Consider the following paragraph from Numerical Computation of deep learning book that says derivative as a slope of the function curve at a point
Suppose we have a function $y= f(x)$, where both $x$ and $y$ are real numbers. The derivative of this function is denoted as $f'(x)$ or as $\dfrac{dy}{dx}$ . The derivative $f'(x)$ gives the slope of $f(x)$ at the point $x$. In other words, it specifies how to scale a small change in the input to obtain the corresponding change in the output: $f(x+ \epsilon) \approx f(x)+\epsilon f'(x)$.
Slope of a function $f(x)$ at a point $a$ is generally defined as the $\tan$ of the angle made by the tangent line at the point $a$ on the curve of the function $f(x)$ to the positive x-axis in anti-clock wise direction. That is, if $\theta$ is the angle made by the tangent of the curve $f(x)$ at a point $(a, f(a))$ to the positive x-axis in anti-clock wise direction. Then the slope of $f(x)$ at point $a$ is $\tan \theta$.

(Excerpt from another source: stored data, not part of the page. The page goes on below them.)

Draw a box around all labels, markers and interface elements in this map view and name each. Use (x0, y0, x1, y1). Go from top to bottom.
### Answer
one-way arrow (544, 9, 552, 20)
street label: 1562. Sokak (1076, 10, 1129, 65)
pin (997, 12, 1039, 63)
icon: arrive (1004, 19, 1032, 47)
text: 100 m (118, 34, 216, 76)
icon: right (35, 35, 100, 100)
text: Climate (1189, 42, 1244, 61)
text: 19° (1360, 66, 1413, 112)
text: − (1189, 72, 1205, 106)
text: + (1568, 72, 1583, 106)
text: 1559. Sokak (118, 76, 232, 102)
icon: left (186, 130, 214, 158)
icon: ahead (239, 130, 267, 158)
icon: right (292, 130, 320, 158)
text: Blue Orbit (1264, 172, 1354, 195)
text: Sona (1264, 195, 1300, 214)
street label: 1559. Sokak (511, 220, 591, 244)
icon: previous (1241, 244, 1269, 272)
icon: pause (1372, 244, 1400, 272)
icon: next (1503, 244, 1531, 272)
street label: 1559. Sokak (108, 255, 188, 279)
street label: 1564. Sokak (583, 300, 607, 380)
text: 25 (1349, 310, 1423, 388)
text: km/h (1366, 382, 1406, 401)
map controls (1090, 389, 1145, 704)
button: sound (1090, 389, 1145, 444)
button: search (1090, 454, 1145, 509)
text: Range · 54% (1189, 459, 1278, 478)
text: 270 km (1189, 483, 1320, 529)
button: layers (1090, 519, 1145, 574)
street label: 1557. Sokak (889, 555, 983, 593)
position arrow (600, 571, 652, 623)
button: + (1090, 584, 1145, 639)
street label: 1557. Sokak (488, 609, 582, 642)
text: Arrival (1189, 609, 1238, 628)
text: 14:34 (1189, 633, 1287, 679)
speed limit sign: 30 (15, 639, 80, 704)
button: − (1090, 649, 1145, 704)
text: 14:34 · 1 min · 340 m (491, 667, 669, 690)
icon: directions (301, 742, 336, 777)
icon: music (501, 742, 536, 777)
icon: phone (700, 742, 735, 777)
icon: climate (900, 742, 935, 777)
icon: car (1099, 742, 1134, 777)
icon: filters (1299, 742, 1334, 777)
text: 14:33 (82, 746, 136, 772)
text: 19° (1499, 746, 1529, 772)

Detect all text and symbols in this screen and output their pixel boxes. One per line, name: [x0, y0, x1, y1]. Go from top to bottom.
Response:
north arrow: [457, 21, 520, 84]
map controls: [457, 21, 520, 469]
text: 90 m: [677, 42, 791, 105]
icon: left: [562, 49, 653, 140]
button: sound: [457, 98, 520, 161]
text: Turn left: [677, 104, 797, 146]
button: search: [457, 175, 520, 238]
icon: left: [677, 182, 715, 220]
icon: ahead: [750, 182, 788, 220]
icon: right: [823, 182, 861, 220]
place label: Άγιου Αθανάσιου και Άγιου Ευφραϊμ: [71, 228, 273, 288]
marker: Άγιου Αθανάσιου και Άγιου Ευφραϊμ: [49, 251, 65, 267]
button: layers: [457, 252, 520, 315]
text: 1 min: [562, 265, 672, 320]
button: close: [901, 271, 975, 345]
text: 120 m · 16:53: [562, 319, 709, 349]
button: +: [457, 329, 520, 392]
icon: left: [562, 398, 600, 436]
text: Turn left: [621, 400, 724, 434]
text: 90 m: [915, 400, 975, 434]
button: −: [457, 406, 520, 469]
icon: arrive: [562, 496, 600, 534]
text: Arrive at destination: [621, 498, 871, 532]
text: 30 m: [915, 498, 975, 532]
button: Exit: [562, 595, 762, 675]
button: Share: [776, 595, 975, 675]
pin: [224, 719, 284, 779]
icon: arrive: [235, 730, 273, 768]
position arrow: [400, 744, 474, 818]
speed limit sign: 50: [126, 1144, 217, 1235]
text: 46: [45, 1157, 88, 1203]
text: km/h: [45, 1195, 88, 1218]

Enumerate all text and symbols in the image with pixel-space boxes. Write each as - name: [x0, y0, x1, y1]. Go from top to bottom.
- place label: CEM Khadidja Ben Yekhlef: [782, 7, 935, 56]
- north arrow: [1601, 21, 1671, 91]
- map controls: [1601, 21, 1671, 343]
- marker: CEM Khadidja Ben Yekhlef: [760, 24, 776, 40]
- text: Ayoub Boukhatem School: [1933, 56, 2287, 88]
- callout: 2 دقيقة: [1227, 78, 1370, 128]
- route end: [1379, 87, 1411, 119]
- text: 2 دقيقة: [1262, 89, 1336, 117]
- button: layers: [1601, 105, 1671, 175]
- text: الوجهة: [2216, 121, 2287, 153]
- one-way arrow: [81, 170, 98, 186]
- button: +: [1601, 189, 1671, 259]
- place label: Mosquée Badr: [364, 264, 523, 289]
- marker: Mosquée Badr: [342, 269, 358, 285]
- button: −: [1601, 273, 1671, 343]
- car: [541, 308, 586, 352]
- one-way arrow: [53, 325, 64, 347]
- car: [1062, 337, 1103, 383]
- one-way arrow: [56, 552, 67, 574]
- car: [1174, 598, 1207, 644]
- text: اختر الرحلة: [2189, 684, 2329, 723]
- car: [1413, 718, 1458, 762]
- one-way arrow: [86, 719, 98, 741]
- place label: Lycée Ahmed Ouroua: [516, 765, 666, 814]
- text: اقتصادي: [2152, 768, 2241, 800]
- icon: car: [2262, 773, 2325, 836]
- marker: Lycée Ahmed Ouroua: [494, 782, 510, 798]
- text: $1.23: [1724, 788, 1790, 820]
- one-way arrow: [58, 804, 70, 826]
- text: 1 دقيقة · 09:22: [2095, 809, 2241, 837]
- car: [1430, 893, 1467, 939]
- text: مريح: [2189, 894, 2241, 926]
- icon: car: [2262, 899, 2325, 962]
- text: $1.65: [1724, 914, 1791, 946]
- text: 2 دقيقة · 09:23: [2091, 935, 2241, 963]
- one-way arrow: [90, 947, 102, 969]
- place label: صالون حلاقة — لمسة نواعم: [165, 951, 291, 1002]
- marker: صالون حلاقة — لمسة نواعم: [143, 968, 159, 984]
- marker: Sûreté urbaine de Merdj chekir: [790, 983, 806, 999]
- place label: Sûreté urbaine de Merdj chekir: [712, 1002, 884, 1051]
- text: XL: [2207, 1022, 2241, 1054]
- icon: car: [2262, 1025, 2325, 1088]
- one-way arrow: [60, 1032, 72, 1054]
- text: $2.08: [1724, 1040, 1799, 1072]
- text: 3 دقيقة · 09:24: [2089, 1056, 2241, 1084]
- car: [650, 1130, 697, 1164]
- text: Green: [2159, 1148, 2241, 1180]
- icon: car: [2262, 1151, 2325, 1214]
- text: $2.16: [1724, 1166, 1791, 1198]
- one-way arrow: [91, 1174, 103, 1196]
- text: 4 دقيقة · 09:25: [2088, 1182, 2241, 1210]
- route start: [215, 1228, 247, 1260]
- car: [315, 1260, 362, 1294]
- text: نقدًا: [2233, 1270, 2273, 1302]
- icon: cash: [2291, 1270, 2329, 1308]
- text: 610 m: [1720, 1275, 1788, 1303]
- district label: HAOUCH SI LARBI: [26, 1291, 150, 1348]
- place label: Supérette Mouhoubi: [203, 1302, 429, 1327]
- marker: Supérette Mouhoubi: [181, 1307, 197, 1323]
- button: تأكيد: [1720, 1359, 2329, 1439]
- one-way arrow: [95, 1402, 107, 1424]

In theory, tangent line should touch the curve of $f(x)$ at a single point only. Most of the textbooks draws nice convex curves and then show slope as $\tan \theta$. But, i think it is not possible for many functions to draw a tangent line at a point that touches the curve at that single point only. Else it may be a tangent line or some other traversal.
How to understand slope as $\tan \theta$ in such cases? Where am I going wrong?